YOUR SOLIN GENERATED RECIPE
Pan-Seared Salmon with Steamed Asparagus and Brown Rice
Pan-seared wild salmon served over nutty brown rice and tender steamed asparagus, finished with a squeeze of zesty lemon for a bright, fresh finish.
INGREDIENTS
5.5 oz Wild Atlantic Salmon Fillet
0.5 cup Cooked Brown Rice
1 cup Asparagus spears
0.5 tsp Extra Virgin Olive Oil
1 tbsp Fresh Lemon Juice
PREPARATION
Pat the salmon fillet dry with a paper towel and season lightly with sea salt and black pepper.
Heat the olive oil in a non-stick skillet over medium-high heat until shimmering.

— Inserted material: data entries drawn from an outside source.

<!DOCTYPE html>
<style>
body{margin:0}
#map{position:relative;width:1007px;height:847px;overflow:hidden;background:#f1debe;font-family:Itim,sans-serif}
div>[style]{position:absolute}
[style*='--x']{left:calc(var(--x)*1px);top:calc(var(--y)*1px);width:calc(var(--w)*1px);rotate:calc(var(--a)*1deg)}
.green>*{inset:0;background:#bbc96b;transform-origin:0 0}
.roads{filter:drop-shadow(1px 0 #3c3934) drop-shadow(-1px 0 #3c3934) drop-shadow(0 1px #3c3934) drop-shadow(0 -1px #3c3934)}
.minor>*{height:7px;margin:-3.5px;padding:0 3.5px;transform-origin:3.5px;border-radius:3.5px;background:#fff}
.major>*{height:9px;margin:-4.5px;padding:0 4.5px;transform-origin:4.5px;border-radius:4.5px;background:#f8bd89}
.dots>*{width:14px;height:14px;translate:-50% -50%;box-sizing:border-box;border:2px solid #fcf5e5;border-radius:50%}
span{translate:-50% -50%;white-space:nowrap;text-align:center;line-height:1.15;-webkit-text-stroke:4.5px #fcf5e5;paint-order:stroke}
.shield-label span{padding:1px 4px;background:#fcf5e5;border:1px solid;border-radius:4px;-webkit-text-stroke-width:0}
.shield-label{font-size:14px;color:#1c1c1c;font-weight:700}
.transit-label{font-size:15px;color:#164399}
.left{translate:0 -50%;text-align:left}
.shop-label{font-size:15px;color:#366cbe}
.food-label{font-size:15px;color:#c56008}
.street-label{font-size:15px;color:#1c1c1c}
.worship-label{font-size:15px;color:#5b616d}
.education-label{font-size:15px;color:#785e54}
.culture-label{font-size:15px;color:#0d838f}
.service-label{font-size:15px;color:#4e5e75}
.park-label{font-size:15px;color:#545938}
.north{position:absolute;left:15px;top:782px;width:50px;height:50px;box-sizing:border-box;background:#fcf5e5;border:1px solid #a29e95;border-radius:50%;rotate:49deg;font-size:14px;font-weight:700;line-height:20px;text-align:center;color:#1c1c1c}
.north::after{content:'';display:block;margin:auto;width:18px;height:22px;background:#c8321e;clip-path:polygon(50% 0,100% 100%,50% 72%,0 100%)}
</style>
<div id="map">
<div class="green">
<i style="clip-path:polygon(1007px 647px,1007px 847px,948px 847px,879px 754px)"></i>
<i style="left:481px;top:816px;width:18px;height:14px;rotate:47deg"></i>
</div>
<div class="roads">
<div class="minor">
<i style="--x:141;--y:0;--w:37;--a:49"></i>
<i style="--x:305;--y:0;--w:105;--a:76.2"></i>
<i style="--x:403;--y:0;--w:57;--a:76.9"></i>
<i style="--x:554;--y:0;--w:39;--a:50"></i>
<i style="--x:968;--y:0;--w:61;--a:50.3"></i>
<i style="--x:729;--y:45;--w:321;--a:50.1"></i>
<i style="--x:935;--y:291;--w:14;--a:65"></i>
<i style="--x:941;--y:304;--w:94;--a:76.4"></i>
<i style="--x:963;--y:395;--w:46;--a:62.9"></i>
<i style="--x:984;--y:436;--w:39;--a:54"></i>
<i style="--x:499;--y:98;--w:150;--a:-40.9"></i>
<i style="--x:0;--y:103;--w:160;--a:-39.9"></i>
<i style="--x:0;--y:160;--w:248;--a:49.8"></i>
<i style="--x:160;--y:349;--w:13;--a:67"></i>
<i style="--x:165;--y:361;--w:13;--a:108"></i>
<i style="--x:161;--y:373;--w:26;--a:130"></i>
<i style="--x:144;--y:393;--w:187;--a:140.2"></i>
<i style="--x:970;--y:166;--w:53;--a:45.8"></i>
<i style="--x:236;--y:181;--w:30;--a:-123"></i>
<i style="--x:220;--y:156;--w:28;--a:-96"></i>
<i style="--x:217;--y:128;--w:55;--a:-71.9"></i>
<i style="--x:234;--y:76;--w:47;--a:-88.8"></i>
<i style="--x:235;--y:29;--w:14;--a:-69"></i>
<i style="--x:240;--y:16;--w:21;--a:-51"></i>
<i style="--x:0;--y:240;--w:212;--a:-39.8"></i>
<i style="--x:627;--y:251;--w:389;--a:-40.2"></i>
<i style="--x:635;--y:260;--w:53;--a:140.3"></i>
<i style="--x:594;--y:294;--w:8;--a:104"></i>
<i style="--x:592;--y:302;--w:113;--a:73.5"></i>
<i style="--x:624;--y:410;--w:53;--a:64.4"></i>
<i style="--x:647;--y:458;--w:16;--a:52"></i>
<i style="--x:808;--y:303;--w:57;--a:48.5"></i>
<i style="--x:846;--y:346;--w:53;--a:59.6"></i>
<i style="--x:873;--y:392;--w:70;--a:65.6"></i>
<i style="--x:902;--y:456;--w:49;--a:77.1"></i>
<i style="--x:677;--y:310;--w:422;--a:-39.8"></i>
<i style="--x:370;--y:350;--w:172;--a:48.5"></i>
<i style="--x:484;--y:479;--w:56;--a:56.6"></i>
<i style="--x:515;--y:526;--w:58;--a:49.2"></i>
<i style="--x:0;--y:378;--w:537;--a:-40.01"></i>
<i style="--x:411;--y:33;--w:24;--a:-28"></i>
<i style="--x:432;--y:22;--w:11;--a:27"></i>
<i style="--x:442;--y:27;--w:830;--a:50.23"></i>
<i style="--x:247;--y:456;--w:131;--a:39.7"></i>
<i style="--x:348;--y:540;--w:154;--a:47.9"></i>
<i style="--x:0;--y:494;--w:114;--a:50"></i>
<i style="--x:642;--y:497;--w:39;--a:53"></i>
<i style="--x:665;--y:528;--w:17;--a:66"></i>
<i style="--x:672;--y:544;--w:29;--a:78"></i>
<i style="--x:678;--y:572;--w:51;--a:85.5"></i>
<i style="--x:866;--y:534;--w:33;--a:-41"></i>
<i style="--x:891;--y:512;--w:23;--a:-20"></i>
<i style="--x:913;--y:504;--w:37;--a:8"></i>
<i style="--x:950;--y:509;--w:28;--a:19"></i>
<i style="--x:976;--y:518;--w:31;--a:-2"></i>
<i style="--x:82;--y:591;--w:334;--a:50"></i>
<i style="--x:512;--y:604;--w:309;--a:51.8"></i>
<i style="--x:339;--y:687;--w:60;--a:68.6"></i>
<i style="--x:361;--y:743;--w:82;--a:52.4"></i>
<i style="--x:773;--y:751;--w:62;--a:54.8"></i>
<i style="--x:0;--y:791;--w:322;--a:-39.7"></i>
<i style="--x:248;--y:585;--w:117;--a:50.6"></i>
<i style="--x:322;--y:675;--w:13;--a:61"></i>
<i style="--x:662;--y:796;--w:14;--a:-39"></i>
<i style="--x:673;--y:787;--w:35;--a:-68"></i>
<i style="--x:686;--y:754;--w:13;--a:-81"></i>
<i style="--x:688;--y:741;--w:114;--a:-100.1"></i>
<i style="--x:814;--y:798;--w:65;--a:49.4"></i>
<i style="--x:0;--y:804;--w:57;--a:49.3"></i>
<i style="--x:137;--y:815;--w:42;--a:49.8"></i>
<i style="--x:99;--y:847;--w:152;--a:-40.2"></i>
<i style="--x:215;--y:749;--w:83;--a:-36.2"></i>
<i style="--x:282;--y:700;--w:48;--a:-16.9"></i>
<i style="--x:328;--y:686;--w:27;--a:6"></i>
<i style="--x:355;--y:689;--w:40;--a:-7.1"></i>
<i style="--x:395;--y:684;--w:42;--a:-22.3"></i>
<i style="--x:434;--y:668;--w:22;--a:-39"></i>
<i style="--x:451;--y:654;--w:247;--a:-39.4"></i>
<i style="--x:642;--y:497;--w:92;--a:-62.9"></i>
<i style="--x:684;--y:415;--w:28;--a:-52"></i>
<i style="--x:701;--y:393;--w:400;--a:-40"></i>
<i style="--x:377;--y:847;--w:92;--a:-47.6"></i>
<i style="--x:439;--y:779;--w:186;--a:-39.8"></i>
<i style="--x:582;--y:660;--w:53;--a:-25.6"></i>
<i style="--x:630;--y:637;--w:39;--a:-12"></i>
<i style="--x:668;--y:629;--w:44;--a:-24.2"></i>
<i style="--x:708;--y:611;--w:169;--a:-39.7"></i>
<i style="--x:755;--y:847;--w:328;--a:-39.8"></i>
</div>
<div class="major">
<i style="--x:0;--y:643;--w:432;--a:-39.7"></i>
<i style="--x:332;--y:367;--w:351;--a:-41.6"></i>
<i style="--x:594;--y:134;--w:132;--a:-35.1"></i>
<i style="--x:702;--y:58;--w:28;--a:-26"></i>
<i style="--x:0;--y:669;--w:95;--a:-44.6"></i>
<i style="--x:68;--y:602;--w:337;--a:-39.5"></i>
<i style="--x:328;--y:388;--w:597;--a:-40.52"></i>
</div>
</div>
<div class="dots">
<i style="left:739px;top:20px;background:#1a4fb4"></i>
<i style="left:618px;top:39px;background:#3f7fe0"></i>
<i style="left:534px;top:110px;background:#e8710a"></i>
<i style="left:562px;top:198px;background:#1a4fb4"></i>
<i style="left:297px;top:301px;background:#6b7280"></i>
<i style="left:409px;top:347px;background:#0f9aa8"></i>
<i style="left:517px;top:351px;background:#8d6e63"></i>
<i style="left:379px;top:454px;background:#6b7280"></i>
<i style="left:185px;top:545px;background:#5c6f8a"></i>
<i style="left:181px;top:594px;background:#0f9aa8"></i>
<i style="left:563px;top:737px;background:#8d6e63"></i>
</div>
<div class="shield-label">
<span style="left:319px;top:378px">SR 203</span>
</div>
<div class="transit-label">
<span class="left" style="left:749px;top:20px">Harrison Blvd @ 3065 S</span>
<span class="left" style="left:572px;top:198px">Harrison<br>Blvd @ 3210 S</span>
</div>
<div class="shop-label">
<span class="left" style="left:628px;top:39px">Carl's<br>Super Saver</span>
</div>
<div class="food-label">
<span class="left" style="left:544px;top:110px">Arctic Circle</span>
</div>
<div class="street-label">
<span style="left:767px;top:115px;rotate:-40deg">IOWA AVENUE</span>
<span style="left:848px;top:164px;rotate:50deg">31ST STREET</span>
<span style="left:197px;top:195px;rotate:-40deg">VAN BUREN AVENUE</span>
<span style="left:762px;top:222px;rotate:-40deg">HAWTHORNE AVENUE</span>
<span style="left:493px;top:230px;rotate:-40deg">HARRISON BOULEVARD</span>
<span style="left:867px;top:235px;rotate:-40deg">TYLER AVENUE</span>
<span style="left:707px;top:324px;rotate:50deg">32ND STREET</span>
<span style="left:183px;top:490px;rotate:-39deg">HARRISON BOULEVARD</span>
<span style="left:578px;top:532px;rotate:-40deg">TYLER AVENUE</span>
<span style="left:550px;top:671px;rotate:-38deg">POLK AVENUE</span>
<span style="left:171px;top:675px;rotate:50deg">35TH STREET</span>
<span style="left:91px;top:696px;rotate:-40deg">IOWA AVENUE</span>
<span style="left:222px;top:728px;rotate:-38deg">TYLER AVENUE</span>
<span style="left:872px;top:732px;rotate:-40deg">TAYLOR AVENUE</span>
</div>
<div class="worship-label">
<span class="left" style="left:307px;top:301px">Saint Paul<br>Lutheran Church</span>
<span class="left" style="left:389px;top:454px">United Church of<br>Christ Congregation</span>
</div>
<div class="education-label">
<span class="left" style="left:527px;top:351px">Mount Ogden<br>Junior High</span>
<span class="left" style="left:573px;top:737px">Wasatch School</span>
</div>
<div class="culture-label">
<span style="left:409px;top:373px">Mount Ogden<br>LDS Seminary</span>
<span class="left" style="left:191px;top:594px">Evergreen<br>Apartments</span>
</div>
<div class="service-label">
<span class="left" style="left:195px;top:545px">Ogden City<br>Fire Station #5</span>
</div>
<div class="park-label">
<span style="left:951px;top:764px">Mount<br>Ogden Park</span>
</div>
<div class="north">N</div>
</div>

Place the salmon in the pan skin-side down and press gently with a spatula to ensure even contact.
Sear the salmon for 4 to 5 minutes until the skin is crisp and golden.
Carefully flip the fillet and cook for an additional 2 to 3 minutes until the salmon is just opaque in the center.
While the salmon cooks, place the asparagus in a steamer basket over boiling water and steam for 3 to 5 minutes until tender-crisp and bright green.
Warm the pre-cooked brown rice in a small saucepan or microwave until steaming.
Plate the brown rice and top with the pan-seared salmon, serving the steamed asparagus on the side.
Drizzle the fresh lemon juice over the salmon and vegetables just before serving.